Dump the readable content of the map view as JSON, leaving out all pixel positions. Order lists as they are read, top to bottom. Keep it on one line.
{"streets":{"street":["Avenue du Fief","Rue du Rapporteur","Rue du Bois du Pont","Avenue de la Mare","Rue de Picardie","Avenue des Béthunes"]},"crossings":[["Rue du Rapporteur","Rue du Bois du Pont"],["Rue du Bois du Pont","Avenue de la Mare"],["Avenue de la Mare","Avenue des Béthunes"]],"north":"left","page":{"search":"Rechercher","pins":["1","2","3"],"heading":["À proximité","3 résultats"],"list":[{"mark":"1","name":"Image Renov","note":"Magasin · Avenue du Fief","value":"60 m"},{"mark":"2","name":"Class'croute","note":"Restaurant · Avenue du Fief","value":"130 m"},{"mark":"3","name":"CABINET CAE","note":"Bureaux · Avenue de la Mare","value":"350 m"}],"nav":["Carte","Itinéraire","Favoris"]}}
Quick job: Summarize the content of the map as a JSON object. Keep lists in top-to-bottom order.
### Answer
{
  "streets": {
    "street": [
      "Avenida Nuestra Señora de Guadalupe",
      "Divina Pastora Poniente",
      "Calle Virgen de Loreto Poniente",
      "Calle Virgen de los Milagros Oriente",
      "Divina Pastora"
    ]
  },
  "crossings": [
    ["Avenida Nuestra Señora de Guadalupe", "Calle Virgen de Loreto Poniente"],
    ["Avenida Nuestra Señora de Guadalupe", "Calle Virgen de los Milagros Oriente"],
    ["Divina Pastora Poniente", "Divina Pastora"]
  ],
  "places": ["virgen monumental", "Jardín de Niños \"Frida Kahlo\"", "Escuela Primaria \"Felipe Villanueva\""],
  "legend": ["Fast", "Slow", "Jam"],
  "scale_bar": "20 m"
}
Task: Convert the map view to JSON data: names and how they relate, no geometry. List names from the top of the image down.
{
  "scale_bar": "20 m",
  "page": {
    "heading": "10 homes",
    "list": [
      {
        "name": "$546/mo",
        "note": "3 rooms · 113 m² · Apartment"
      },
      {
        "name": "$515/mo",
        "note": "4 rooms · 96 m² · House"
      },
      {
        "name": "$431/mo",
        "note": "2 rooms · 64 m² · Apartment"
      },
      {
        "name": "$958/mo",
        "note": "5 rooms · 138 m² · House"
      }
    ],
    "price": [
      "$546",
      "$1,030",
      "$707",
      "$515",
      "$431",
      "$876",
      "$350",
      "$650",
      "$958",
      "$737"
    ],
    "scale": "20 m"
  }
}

+++

TASK REQUIREMENTS
From the first line of the listing above to the line with "Quick job: Summarize", please transcribe each line exactly, both ends included, and nothing beyond that.

THE COMPLETED TASK
Dump the readable content of the map view as JSON, leaving out all pixel positions. Order lists as they are read, top to bottom. Keep it on one line.
{"streets":{"street":["Avenue du Fief","Rue du Rapporteur","Rue du Bois du Pont","Avenue de la Mare","Rue de Picardie","Avenue des Béthunes"]},"crossings":[["Rue du Rapporteur","Rue du Bois du Pont"],["Rue du Bois du Pont","Avenue de la Mare"],["Avenue de la Mare","Avenue des Béthunes"]],"north":"left","page":{"search":"Rechercher","pins":["1","2","3"],"heading":["À proximité","3 résultats"],"list":[{"mark":"1","name":"Image Renov","note":"Magasin · Avenue du Fief","value":"60 m"},{"mark":"2","name":"Class'croute","note":"Restaurant · Avenue du Fief","value":"130 m"},{"mark":"3","name":"CABINET CAE","note":"Bureaux · Avenue de la Mare","value":"350 m"}],"nav":["Carte","Itinéraire","Favoris"]}}
Quick job: Summarize the content of the map as a JSON object. Keep lists in top-to-bottom order.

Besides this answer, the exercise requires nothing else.